I think the line in the sand is "has a motor" and that it is a distinct / separate hobby. Everything else is really just noise and arguments over dictionary definitions.


----------



## Empty_Beer (Dec 19, 2007)

I agree that the anti-ebike narrative (from 90% mt. bikers and 10% pedestrians/equestrians) sounds an awful lot like the anti-MTB narrative in the 1980's thru the 1990's and even today (from 98% pedestrians/equestrians and 2% mt. bikers).

ebiking may indeed be a new kind of recreation, but I think time will tell its impact will be similar to regular mountain biking... kind of like trail running is different than hiking, but impacts are similar.

Somehow, we all need to learn to share public trails in a safe and responsible manner.
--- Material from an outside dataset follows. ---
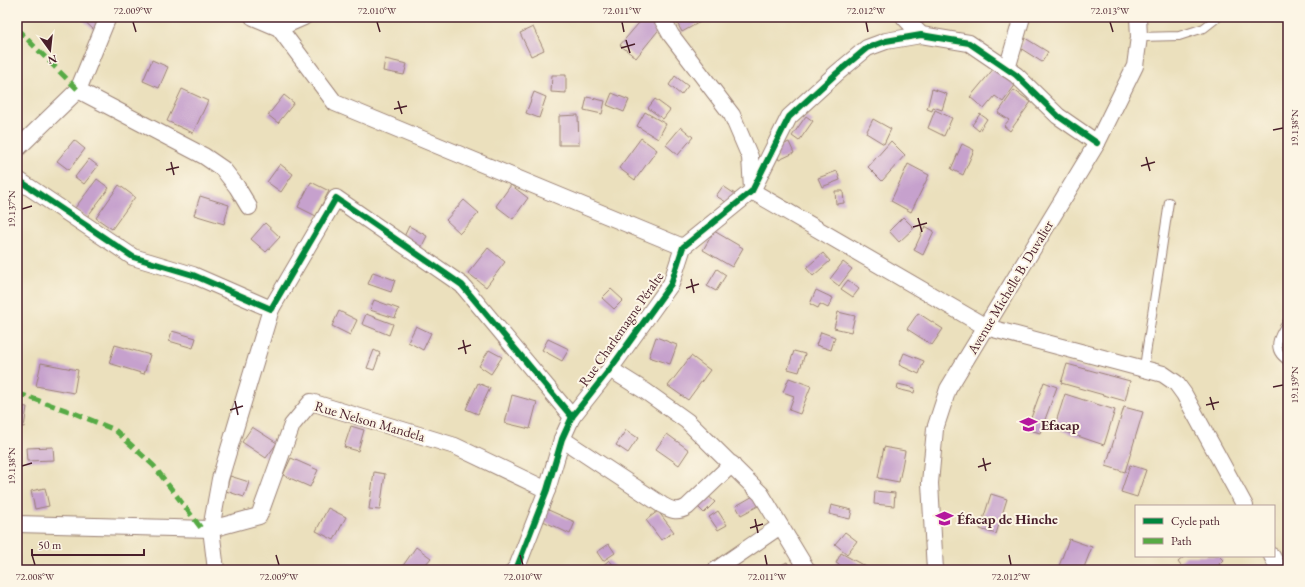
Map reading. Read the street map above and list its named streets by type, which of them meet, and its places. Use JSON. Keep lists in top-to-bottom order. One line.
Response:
{"streets":{"street":["Avenue Michelle B. Duvalier","Rue Charlemagne Péralte","Rue Nelson Mandela"]},"crossings":[["Rue Charlemagne Péralte","Rue Nelson Mandela"]],"places":{"school or university":["Efacap","Éfacap de Hinche"]},"legend":["Cycle path","Path"],"scale_bar":"50 m","north":"bottom","coordinates":["72.009°W","72.010°W","72.011°W","72.012°W","72.013°W","19.138°N","19.137°N","19.139°N","72.008°W"]}
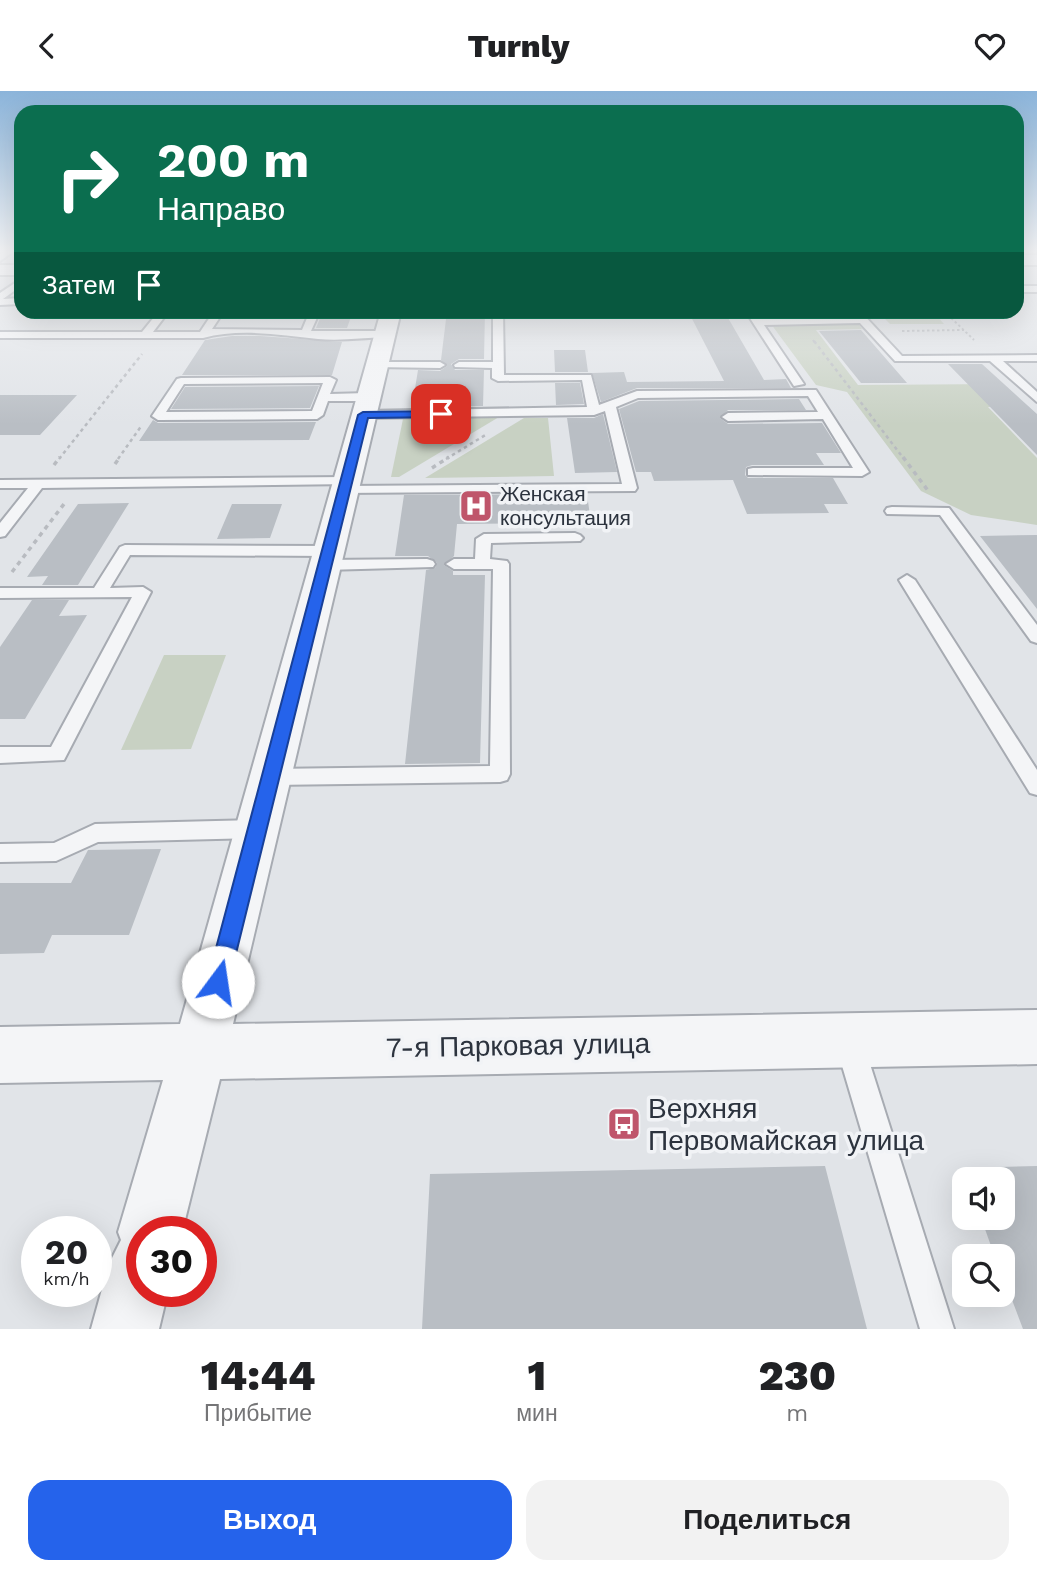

There should always be an emphasis on trail user education.

Side note for OP... the 2nd author listed in that 16 year old publication was the primary Sierra Club lobbyist that succeeded in getting bikes banned from Wilderness in 1984. He doubled down with even more fiction a few years ago as STC got bills introduced into congress to remove the blanket ban on human powered, non-motorized bicycling.


----------



## KenPsz (Jan 21, 2007)

I can see that several people that responded to this thread did not get my point at all. 

Thanks to those that did bother to read the articles and understand why I made this thread.


----------



## karthur (Apr 20, 2018)

Does not apply. Bears give me what I want, I don't give bears what they want.


----------



## noapathy (Jun 24, 2008)

Catchy title, but this is going to degrade into the same debate as every other thread about e-bikes. Please don't ride your mopeds on non-motorized trails. Thanks.


----------



## J.B. Weld (Aug 13, 2012)

KenPsz said:


> I can see that several people that responded to this thread did not get my point at all.
> 
> Thanks to those that did bother to read the articles and understand why I made this thread.


I read the first few essays and found them pretty interesting. In "What Bears Want" Tom Butler makes a point that I've mentioned here a few times which is that bikes shrink wilderness, and electric bikes would shrink it more. Something worth considering when evaluating appropriate land use.

One advantage North America has over Europe is that it should have enough open space to accommodate lots of user groups, including bears. I for one am all for some wilderness areas to be completely free of any mode of travel other than hiking, and I also support core wilderness zones where humans aren't allowed at all.

Anyway, I think there's enough room for electric bike trails, bicycle trails, hiking trails, and grizzly bear habitat. Some of those might well intermingle with each other and some may not.


----------



## hikerdave (Mar 8, 2006)

J.B. Weld said:


> I read the first few essays and found them pretty interesting. In "What Bears Want" Tom Butler makes a point that I've mentioned here a few times which is that bikes shrink wilderness, and electric bikes would shrink it more. Something worth considering when evaluating appropriate land use.
> 
> One advantage North America has over Europe is that it should have enough open space to accommodate lots of user groups, including bears. I for one am all for some wilderness areas to be completely free of any mode of travel other than hiking, and I also support core wilderness zones where humans aren't allowed at all.
> 
> Anyway, I think there's enough room for electric bike trails, bicycle trails, hiking trails, and grizzly bear habitat. Some of those might well intermingle with each other and some may not.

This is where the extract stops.